The taxi drivers waiting outside Belfast City Airport reckon they can spot the quarantine dodgers instantly.

“They want to go straight to the train station or bus station. When they say it, you can tell right away,” one driver explains.

They take passengers from the Belfast airport to Dublin several times a week – the lucrative “Dublin run” – and point out that they were even busier at Christmas. Another driver shows me the automatic token on his windshield, for the tolls on the M1 on the way to Dublin.

“I’d be averaging four times a week down to Dublin. If you’ve got four people in a taxi, that makes more sense than the bus or the train, and I’d prefer to get their money than have it go to the bus company,” he says.

“I had a man who was going to Drogheda and we got stopped by the guards [Garda], and he was curled down in the back, terrified he would get arrested,” adds another. “I’ve been stopped a couple of times by the guards, but they don’t mind us because we’re just doing our job.”

The porous nature of the Border – and the different approaches to managing Covid-19 on either side – has been one of the constant challenges of the pandemic, not least when it comes to international travel.

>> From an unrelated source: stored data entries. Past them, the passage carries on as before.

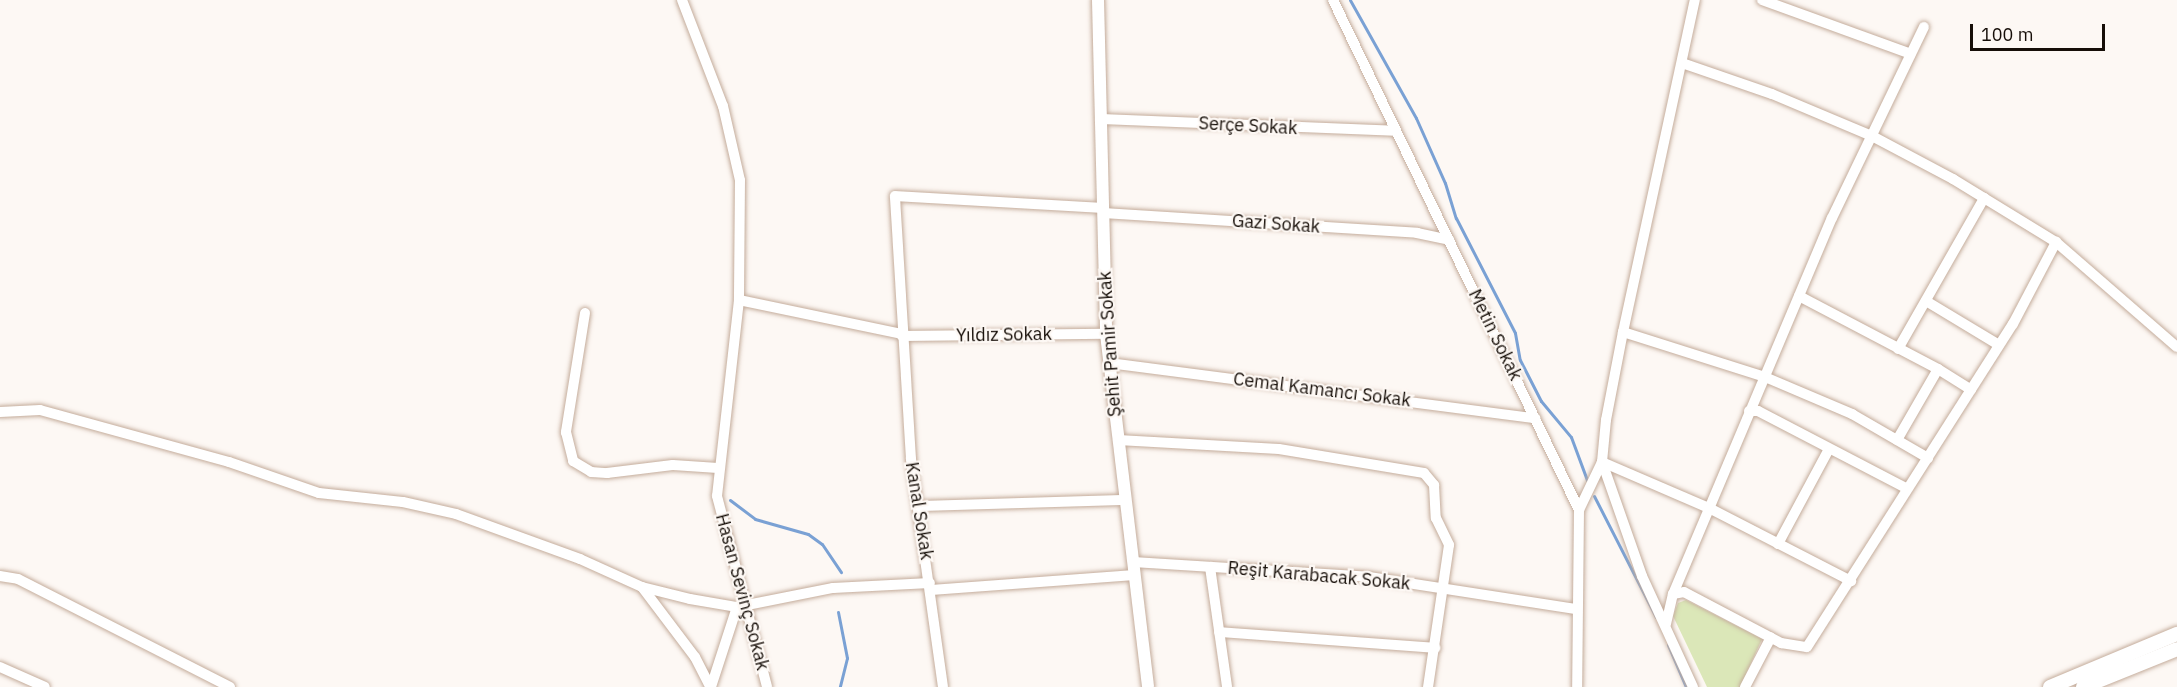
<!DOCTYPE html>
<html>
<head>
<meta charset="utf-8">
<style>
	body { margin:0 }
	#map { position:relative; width:2177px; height:687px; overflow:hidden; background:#fdf8f4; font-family:"IBM Plex Sans",sans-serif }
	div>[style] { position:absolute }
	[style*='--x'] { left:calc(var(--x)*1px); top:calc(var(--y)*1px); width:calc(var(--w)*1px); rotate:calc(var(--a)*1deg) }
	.green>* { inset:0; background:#dbe7b8 }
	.stream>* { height:3px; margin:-1.5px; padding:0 1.5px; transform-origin:1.5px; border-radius:1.5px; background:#7aa1d4 }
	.roads { filter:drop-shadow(0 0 2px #c4ac9b) drop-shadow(0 0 2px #c4ac9b) }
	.minor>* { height:10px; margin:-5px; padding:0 5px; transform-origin:5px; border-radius:5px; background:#fff }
	.tertiary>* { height:12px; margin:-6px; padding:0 6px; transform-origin:6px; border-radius:6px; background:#fff }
	.secondary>* { height:14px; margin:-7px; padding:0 7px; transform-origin:7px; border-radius:7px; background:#fff }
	span { translate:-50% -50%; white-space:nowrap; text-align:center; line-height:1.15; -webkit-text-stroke:4.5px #fdf8f4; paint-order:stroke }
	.street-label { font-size:18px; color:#160e08 }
	.scale { position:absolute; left:1970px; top:24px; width:135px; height:27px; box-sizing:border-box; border:3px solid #160e08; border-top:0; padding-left:8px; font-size:18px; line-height:21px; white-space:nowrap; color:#160e08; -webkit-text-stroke:4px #fdf8f4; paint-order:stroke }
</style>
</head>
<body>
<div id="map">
	<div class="green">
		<div style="clip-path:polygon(1686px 600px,1762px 639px,1740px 687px,1707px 687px,1673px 616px,1678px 603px)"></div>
	</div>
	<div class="stream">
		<div style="--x:1350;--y:0;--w:135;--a:60.8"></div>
		<div style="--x:1416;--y:118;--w:71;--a:66"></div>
		<div style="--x:1445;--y:183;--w:37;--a:73"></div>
		<div style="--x:1456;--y:218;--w:129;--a:62.8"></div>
		<div style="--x:1515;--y:333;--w:27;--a:80"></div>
		<div style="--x:1520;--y:360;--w:46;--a:62.9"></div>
		<div style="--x:1541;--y:401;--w:47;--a:50.2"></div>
		<div style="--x:1571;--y:437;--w:46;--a:69.6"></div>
		<div style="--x:1594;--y:496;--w:136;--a:62.9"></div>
		<div style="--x:730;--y:500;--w:31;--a:37"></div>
		<div style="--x:755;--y:519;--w:55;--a:15.8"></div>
		<div style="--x:808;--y:534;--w:17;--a:36"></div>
		<div style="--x:822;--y:544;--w:34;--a:56"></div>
		<div style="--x:838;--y:612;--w:47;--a:78.9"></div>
		<div style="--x:847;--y:658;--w:30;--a:104"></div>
		<div style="--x:1668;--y:645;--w:46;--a:66.8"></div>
	</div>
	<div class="roads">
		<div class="minor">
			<div style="--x:682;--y:0;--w:114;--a:68.9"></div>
			<div style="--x:723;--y:106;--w:76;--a:77.1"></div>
			<div style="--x:740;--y:180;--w:120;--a:90.5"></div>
			<div style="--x:739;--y:300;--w:197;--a:96.4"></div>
			<div style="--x:717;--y:496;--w:197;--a:75.3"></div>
			<div style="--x:1333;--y:0;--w:566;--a:64.25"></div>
			<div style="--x:1579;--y:510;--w:177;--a:90.6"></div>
			<div style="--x:1762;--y:0;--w:158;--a:19.9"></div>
			<div style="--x:1682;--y:63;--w:95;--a:19"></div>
			<div style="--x:1772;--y:94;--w:108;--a:22.8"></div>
			<div style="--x:1872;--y:136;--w:92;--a:28"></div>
			<div style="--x:1953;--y:179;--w:121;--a:31.5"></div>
			<div style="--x:2056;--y:242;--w:160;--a:41"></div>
			<div style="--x:1100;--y:119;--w:296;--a:2.3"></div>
			<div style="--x:1103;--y:213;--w:315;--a:3.6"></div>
			<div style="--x:1417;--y:233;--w:33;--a:12"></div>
			<div style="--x:1799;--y:296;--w:157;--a:27.7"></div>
			<div style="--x:1938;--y:369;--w:39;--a:32"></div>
			<div style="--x:739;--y:300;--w:167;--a:11.8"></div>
			<div style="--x:1926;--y:301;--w:85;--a:31.1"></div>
			<div style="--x:585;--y:313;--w:121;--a:99.1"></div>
			<div style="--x:566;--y:432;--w:30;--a:76"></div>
			<div style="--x:573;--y:461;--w:21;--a:31"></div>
			<div style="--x:591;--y:472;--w:16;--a:4"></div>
			<div style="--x:607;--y:473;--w:66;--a:-6.9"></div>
			<div style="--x:673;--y:465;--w:45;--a:3.8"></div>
			<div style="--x:1623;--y:332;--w:149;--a:17.6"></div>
			<div style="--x:1765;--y:377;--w:95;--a:23"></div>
			<div style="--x:1852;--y:414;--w:88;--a:30.1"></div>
			<div style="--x:902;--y:336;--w:204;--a:-0.6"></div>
			<div style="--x:1898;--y:349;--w:174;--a:-60.3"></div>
			<div style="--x:1109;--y:363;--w:430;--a:7.4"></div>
			<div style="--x:1749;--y:411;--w:9;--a:0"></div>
			<div style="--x:1758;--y:411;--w:167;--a:27.5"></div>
			<div style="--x:0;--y:412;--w:40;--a:-2.9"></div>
			<div style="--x:40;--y:410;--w:196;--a:15.4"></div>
			<div style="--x:229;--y:462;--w:95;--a:19"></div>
			<div style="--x:319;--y:493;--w:84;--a:6.1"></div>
			<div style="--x:403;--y:502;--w:54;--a:12.8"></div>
			<div style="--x:456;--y:514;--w:132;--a:19.9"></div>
			<div style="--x:580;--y:559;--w:68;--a:24.3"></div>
			<div style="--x:642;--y:587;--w:49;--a:14"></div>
			<div style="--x:690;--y:599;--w:48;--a:9.7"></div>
			<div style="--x:737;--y:607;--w:98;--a:-11.2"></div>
			<div style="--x:833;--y:588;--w:97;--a:-3"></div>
			<div style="--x:1118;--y:440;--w:161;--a:3.2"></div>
			<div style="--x:1279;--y:449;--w:147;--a:9.4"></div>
			<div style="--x:1424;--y:473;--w:16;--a:50"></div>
			<div style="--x:1434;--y:485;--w:33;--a:87"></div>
			<div style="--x:1436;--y:518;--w:30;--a:64"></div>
			<div style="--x:1449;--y:545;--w:144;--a:98.4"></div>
			<div style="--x:1897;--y:440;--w:82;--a:-60"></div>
			<div style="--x:918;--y:506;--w:207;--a:-1.7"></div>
			<div style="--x:1579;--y:510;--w:53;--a:-64.4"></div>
			<div style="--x:1602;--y:462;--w:116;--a:23.3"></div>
			<div style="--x:1709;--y:508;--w:160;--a:27.2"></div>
			<div style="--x:1778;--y:544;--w:108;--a:-61.8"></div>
			<div style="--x:1133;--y:562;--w:236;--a:3.6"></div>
			<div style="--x:1369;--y:577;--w:209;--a:8.8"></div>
			<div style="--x:1210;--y:567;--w:121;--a:81.9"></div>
			<div style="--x:0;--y:576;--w:18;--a:9"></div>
			<div style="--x:18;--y:579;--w:238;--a:27"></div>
			<div style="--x:642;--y:587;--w:88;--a:52.9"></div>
			<div style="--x:695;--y:657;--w:34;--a:63"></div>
			<div style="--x:931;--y:590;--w:204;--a:-4.2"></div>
			<div style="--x:1673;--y:594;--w:11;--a:-10"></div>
			<div style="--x:1684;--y:592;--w:110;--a:27.7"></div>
			<div style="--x:1781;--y:643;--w:26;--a:9"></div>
			<div style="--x:1807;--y:647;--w:383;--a:-57.5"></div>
			<div style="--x:2013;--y:324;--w:93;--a:-62.3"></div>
			<div style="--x:1666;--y:624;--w:31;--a:-77"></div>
			<div style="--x:1673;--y:594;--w:408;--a:-67.1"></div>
			<div style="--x:1832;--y:218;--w:212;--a:-64.3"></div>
			<div style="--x:1219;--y:632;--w:217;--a:4.2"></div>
			<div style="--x:0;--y:667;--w:49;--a:24"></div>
			<div style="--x:711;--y:687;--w:84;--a:-72"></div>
			<div style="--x:943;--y:687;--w:230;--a:-98"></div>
			<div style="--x:911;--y:459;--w:263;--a:-93.5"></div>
			<div style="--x:895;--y:196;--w:208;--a:3.3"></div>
			<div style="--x:1693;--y:687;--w:122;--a:-114.7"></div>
			<div style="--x:1642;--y:576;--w:121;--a:-109.3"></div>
			<div style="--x:1602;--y:462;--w:42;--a:-84.6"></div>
			<div style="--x:1606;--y:420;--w:90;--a:-79.1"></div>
			<div style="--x:1623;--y:332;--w:340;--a:-77.8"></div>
			<div style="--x:1745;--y:687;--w:56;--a:-62.5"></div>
		</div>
		<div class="tertiary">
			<div style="--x:1098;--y:0;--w:334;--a:88.6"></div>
			<div style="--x:1106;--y:334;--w:355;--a:83.2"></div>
		</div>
		<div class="secondary">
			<div style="--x:2050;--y:687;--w:138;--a:-22.7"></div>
			<div style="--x:2083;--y:687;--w:101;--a:-22"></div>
		</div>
	</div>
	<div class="street-label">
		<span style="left:1248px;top:126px;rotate:3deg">Serçe Sokak</span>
		<span style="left:1276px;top:224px;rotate:4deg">Gazi Sokak</span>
		<span style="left:1004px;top:335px;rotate:-1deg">Yıldız Sokak</span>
		<span style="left:1495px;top:335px;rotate:64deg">Metin Sokak</span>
		<span style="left:1110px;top:344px;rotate:-94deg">Şehit Pamir Sokak</span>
		<span style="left:1322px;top:390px;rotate:7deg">Cemal Kamancı Sokak</span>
		<span style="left:919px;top:511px;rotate:81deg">Kanal Sokak</span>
		<span style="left:1319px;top:576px;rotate:5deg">Reşit Karabacak Sokak</span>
		<span style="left:742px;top:592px;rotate:75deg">Hasan Sevinç Sokak</span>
	</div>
	<div class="scale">100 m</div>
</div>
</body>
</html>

With a 14-day quarantine period – whether at home or in a hotel – required for international arrivals to the South, there have been concerns that people would seek to circumvent this by flying into the North, and then travelling into the Republic.

In Northern Ireland, the rules are different; while quarantine regulations apply for those arriving from outside the Common Travel Area, there is no requirement to quarantine for journeys within it – for example, from Britain to the North.

Arrivals

At George Best Belfast City Airport, there are about eight arrivals a day, all from UK destinations, with a similar number at Belfast International.

Passengers arriving into Belfast City on the first flight of the day from London Heathrow on Thursday and who spoke to The Irish Times all had essential reasons for their travel, which included family commitments, business requirements and study within Northern Ireland.

Yet fewer passengers has meant fewer taxi fares; at the taxi rank at Belfast City, the drivers are unwilling to be identified in case it damages their livelihood, which they explain has already been badly hit by Covid.

If anything, says one driver, they would prefer more trips to Dublin, and estimate that only a “handful” of people on each flight are heading to the South.

“Most of the people I’ve had have been coming home to their ma or da who’s maybe in their 80s, and needs looking after. They all seem to have good reasons. I think the system’s flawed,” explains another driver, who adds that he has a regular customer who works between Dublin and London.

“The PCR [Covid] test result he needs can’t be guaranteed over the weekend, so he flies in through Belfast. People do what they have to do.”

For the drivers, it is all the same whatever side of the Border their passenger is headed for. “Everyone still has to put a mask on. They’re still coming on to this island, and if we’d locked the whole island down at the start we would have been better off.”